Der britische Premierminister David Cameron will den Zugang zu Porno-Webseiten für Kinder und Jugendliche schwerer bis unmöglich machen. Er kündigte an, alle Internetanbieter im Land dazu verpflichten zu wollen, einen Pornofilter einzurichten. In Deutschland hat nun der Bundestagsabgeordnete Norbert Geis (CSU) den Vorschlag aufgegriffen.

"Ich stelle mir vor, dass der Internetanbieter auf Wunsch des Nutzers einen Computer - oder welches internetfähige Gerät auch immer - für solche Inhalte sperren lassen kann", so Geis im DW-Gespräch. Eine solche Vereinbarung zwischen Anbieter und Nutzer wäre für ihn ein erster Schritt. Besser fände er es allerdings, wenn die Anbieter - wie von Cameron vorgeschlagen - dafür sorgten, dass pornografische Seiten grundsätzlich geblockt werden.

Psychische Schäden durch Pornos?

Es sei erwiesen, dass die Psyche von Kindern und Jugendlichen Schaden nehmen könne, wenn sie sich Pornos im Internet ansähen. "Es gibt viele Studien, die besagen, dass das Verhältnis von Kindern und Jugendlichen zu ihrer eigenen Sexualität durch solche Bilder gestört wird. Da können Fehlentwicklungen und Brutalisierungen passieren", warnt der 74-jährige CSU-Politiker.

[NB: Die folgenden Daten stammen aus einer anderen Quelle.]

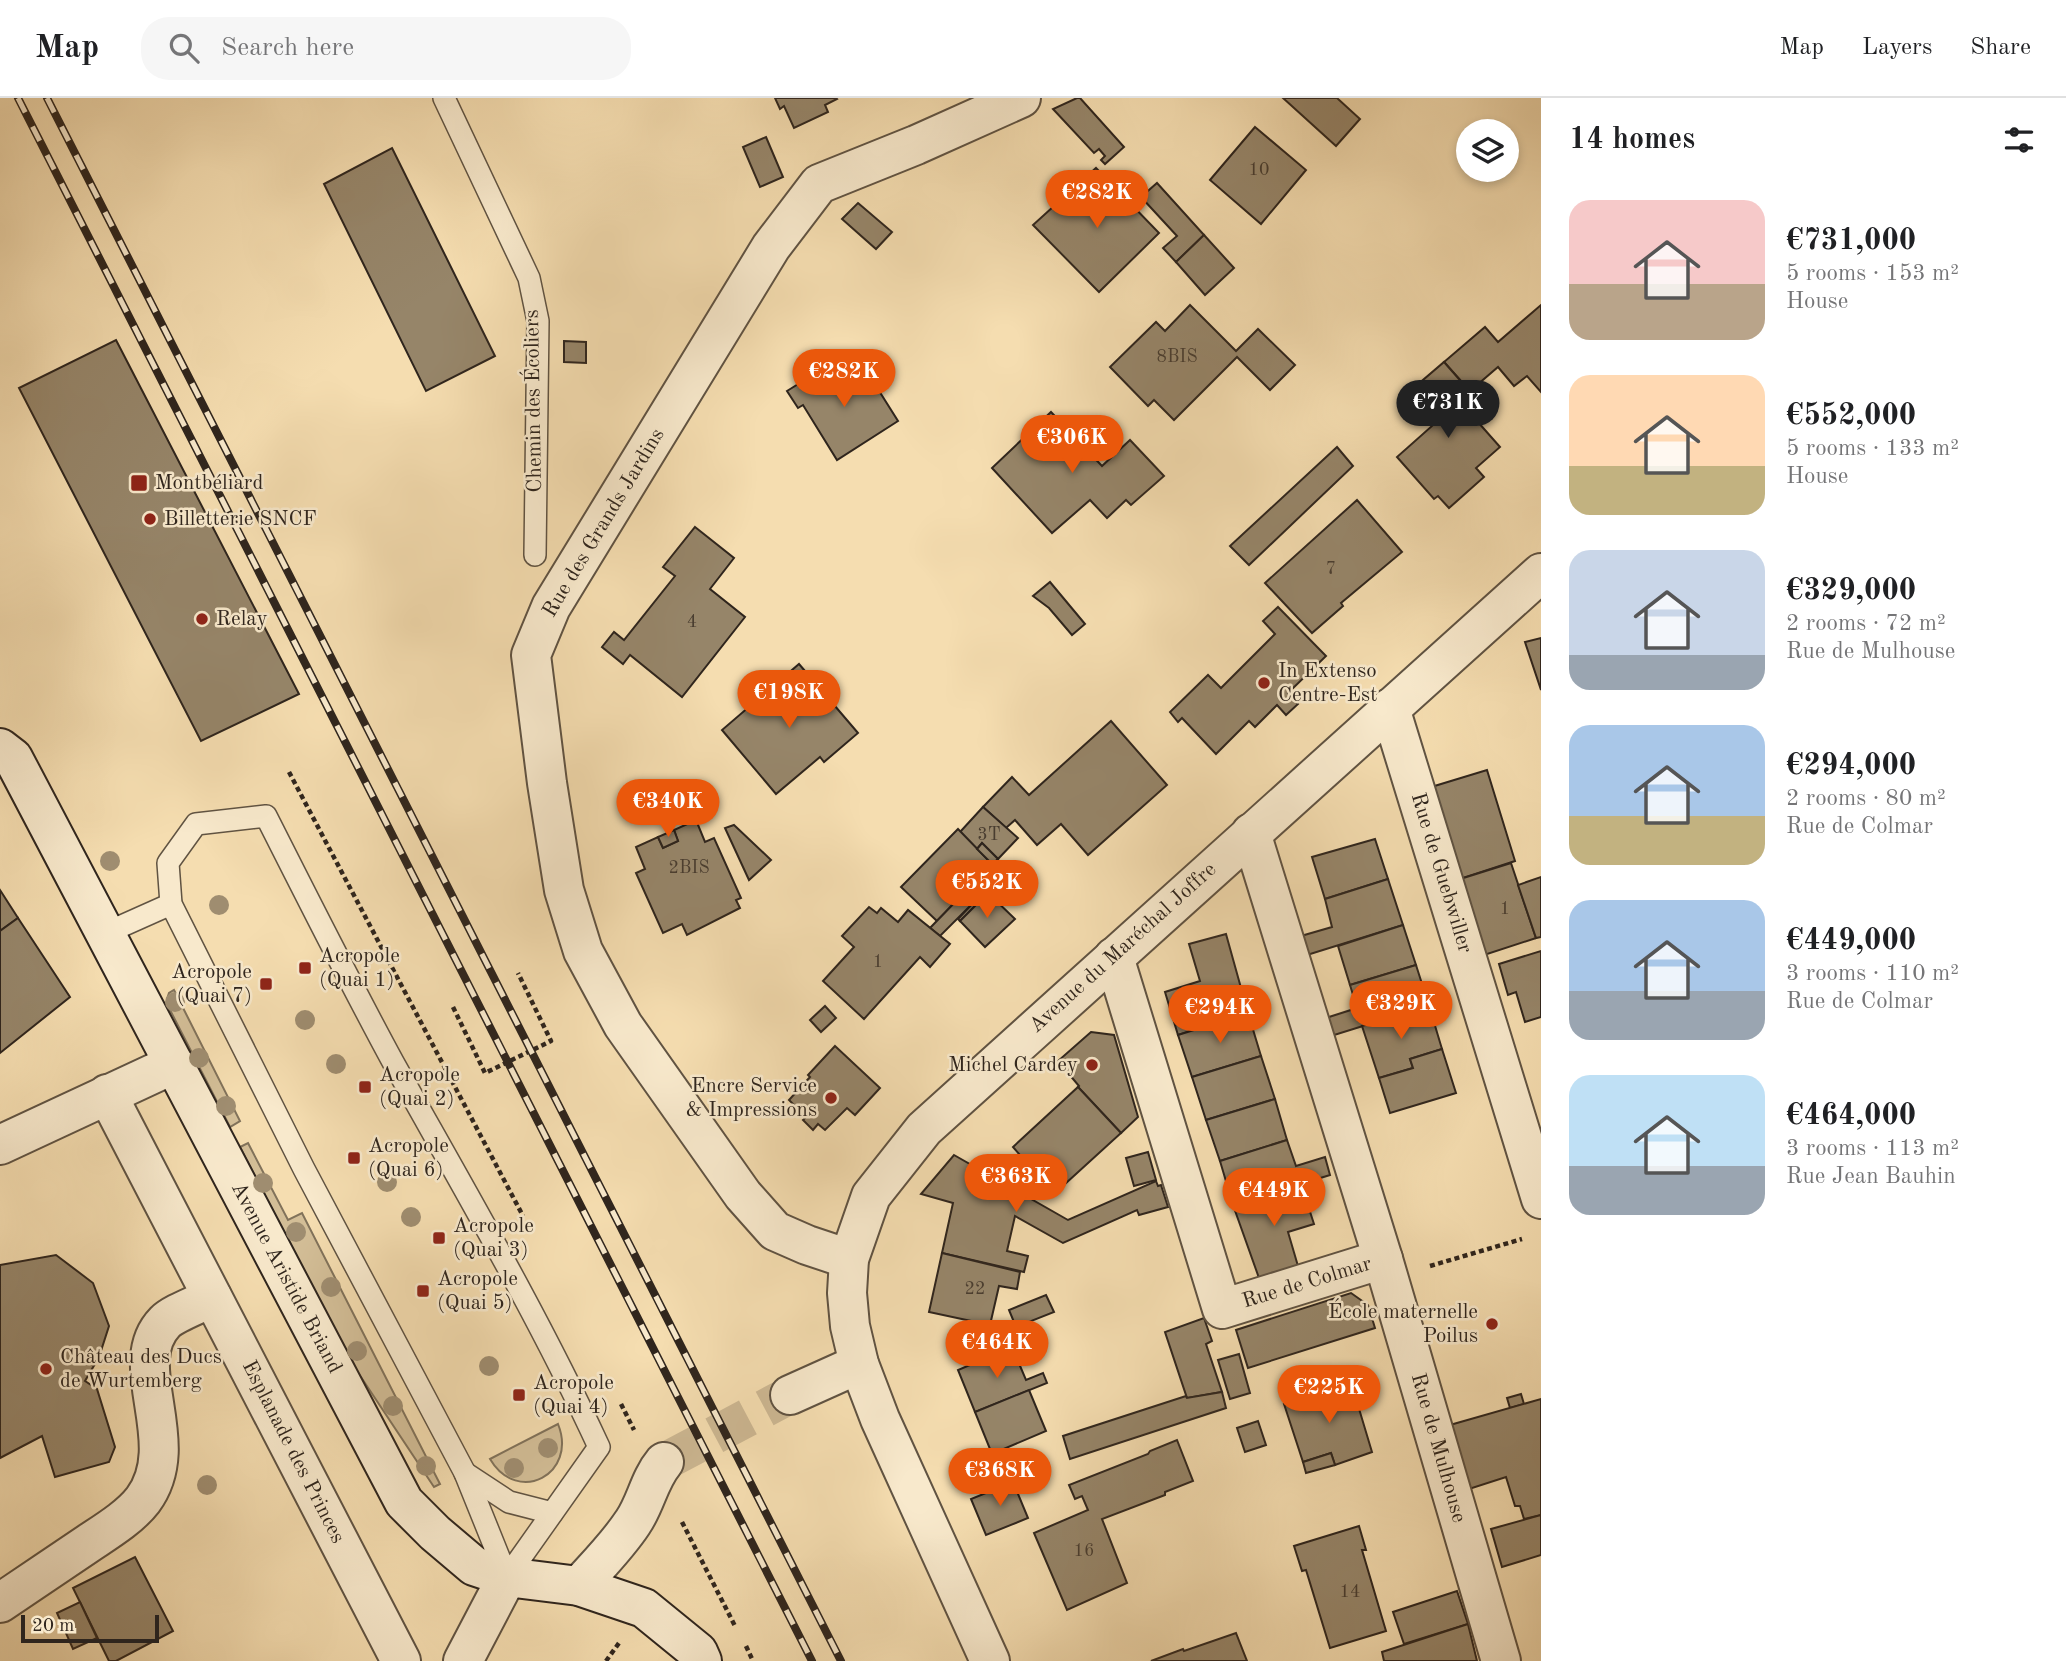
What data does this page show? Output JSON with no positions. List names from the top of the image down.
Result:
{
  "streets": {
    "street": [
      "Rue des Grands Jardins",
      "Rue de Guebwiller",
      "Avenue du Maréchal Joffre",
      "Avenue Aristide Briand",
      "Rue de Colmar",
      "Rue de Mulhouse",
      "Esplanade des Princes"
    ],
    "lane": ["Chemin des Écoliers"]
  },
  "crossings": [
    ["Rue des Grands Jardins", "Avenue du Maréchal Joffre"],
    ["Rue de Guebwiller", "Avenue du Maréchal Joffre"],
    ["Avenue du Maréchal Joffre", "Rue de Colmar"],
    ["Avenue du Maréchal Joffre", "Rue de Mulhouse"],
    ["Rue de Colmar", "Rue de Mulhouse"]
  ],
  "places": {
    "transit": [
      "Montbéliard",
      "Acropole (Quai 1)",
      "Acropole (Quai 7)",
      "Acropole (Quai 2)",
      "Acropole (Quai 6)",
      "Acropole (Quai 3)",
      "Acropole (Quai 5)",
      "Acropole (Quai 4)"
    ],
    "other": [
      "Billetterie SNCF",
      "Relay",
      "In Extenso Centre-Est",
      "Michel Cardey",
      "Encre Service & Impressions",
      "École maternelle Poilus",
      "Château des Ducs de Wurtemberg"
    ]
  },
  "house_numbers": [
    "10",
    "8BIS",
    "7",
    "4",
    "3T",
    "2BIS",
    "1",
    "1",
    "22",
    "16",
    "14"
  ],
  "scale_bar": "20 m",
  "page": {
    "header": "Map",
    "search": "Search here",
    "nav": ["Map", "Layers", "Share"],
    "heading": "14 homes",
    "price": [
      "€282K",
      "€282K",
      "€731K",
      "€306K",
      "€198K",
      "€340K",
      "€552K",
      "€329K",
      "€294K",
      "€363K",
      "€449K",
      "€464K",
      "€225K",
      "€368K"
    ],
    "list": [
      {
        "name": "€731,000",
        "note": "5 rooms · 153 m² · House"
      },
      {
        "name": "€552,000",
        "note": "5 rooms · 133 m² · House"
      },
      {
        "name": "€329,000",
        "note": "2 rooms · 72 m² · Rue de Mulhouse"
      },
      {
        "name": "€294,000",
        "note": "2 rooms · 80 m² · Rue de Colmar"
      },
      {
        "name": "€449,000",
        "note": "3 rooms · 110 m² · Rue de Colmar"
      },
      {
        "name": "€464,000",
        "note": "3 rooms · 113 m² · Rue Jean Bauhin"
      }
    ],
    "scale": "20 m"
  }
}
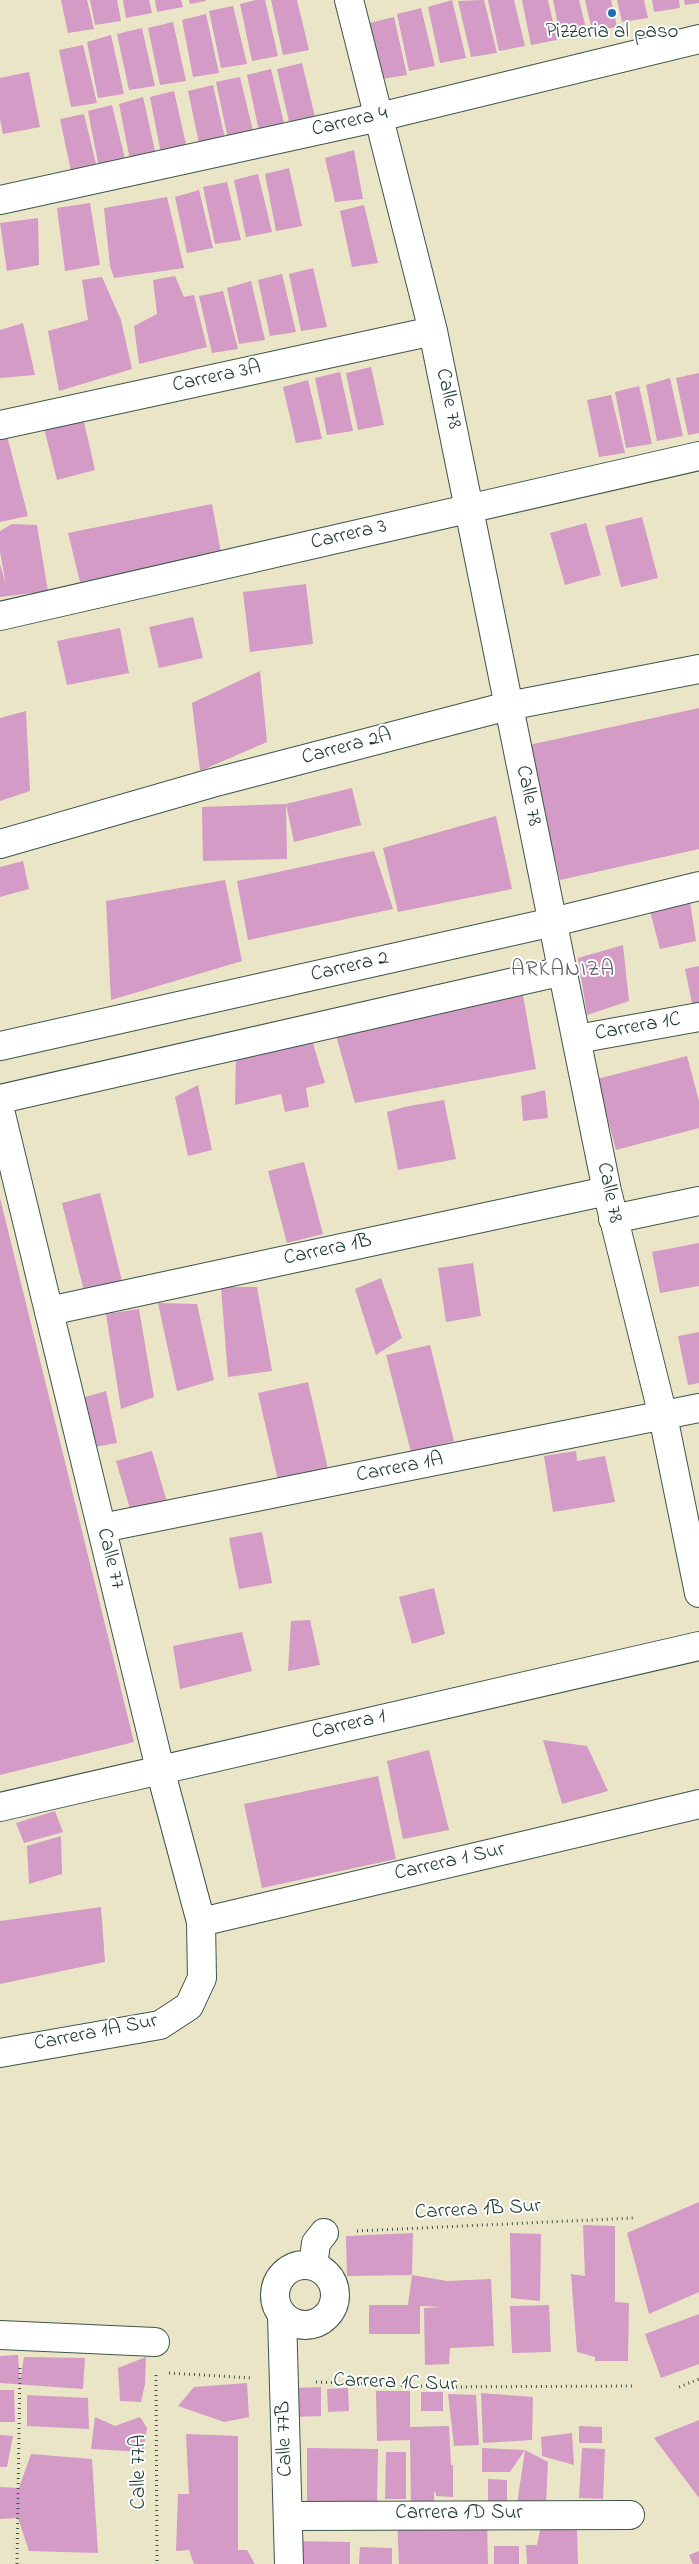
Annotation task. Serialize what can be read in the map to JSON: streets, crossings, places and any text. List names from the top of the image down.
{
  "streets": {
    "street": [
      "Carrera 4",
      "Carrera 3A",
      "Calle 78",
      "Carrera 3",
      "Carrera 2A",
      "Carrera 2",
      "Carrera 1C",
      "Carrera 1B",
      "Carrera 1A",
      "Calle 77",
      "Carrera 1",
      "Carrera 1 Sur",
      "Carrera 1A Sur",
      "Calle 77B",
      "Carrera 1D Sur"
    ],
    "path": ["Carrera 1B Sur", "Carrera 1C Sur", "Calle 77A"]
  },
  "crossings": [
    ["Carrera 4", "Calle 78"],
    ["Carrera 3A", "Calle 78"],
    ["Calle 78", "Carrera 3"],
    ["Calle 78", "Carrera 2A"],
    ["Calle 78", "Carrera 2"],
    ["Calle 78", "Carrera 1C"],
    ["Calle 78", "Carrera 1B"],
    ["Calle 78", "Carrera 1A"],
    ["Carrera 1B", "Calle 77"],
    ["Carrera 1A", "Calle 77"],
    ["Calle 77", "Carrera 1"],
    ["Calle 77", "Carrera 1 Sur"],
    ["Calle 77", "Carrera 1A Sur"],
    ["Carrera 1C Sur", "Calle 77B"],
    ["Calle 77B", "Carrera 1D Sur"]
  ],
  "districts": ["ARKANIZA"],
  "places": ["Pizzeria al paso"]
}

Norbert Geis (Foto: Pressebild)
Norbert Geis fordert einen Pornofilter nach britischem VorbildBild: Pressebild

Kristin Langer von der medienpädagogischen Initiative "Schau hin!" formuliert es etwas zurückhaltender: "Kindern und Jugendlichen wird dort ein fragwürdiges Bild von Sexualität vermittelt. Man muss davon ausgehen, dass pornografische Fotos oder Filme auf sie eine sehr intensive Wirkung haben." Kleine Kinder könnten verängstigt und verunsichert werden, bei Jugendlichen bestehe die Gefahr, dass sie falschen Vorbildern nacheiferten.

Kein Ersatz für Erziehung

Wie sinnvoll Camerons Vorschlag ist, lässt sich aus Langers Sicht noch nicht abschließend beurteilen. Dazu sei zu wenig über die konkrete Umsetzung bekannt. Sie weist aber darauf hin, dass Gesetzgebung ihre Grenzen hat und Erziehung nicht ersetzen kann. Eltern sollten sich mit dem Thema auseinandersetzen - und bereits vorhandene technische Möglichkeiten nutzen. Details dazu sind auf der Webseite von " "Schau hin!" zu finden.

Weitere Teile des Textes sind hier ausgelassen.